Required work: Check each line of the entries for the string "positions". Report only how many lines have it.

Stored data:
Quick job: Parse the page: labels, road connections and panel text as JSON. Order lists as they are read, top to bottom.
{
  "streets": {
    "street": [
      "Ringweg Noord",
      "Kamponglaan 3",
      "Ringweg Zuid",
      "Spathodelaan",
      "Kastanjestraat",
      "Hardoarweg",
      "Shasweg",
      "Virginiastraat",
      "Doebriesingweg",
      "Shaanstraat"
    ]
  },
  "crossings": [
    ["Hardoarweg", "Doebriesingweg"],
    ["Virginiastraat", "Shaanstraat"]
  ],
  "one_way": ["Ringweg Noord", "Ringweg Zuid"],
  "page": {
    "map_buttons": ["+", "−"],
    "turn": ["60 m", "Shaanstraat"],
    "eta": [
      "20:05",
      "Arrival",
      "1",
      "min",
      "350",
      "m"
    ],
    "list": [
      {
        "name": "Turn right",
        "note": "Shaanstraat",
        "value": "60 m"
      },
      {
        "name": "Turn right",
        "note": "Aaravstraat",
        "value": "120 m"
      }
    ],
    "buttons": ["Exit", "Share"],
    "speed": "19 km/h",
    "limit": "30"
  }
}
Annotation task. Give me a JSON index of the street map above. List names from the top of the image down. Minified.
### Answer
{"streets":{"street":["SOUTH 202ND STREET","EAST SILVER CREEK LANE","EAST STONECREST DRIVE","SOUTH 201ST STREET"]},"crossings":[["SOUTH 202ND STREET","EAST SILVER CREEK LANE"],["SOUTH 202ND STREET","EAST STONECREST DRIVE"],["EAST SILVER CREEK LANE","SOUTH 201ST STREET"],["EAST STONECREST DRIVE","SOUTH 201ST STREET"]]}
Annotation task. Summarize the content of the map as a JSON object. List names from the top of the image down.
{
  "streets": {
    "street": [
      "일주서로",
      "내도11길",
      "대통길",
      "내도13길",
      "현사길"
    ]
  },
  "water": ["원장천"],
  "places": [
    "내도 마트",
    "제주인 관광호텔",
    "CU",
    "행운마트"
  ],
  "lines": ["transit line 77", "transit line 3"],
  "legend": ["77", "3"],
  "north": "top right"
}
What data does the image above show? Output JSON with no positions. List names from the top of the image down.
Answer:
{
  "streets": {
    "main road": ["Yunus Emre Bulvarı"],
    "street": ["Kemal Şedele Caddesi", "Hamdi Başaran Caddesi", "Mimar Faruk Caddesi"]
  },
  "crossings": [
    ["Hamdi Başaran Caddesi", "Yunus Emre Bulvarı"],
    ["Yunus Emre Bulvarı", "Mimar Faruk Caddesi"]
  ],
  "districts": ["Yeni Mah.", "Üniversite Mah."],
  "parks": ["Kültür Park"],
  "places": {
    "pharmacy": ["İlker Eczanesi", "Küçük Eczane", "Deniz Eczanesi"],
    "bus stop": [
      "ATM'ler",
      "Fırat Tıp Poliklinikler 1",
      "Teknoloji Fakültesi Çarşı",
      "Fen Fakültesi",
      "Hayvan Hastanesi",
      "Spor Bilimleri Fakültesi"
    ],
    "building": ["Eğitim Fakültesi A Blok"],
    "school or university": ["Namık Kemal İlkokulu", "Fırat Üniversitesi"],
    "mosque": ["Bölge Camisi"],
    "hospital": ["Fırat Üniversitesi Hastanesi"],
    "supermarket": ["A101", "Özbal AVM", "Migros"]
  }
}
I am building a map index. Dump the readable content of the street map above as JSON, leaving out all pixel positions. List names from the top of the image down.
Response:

Result: 2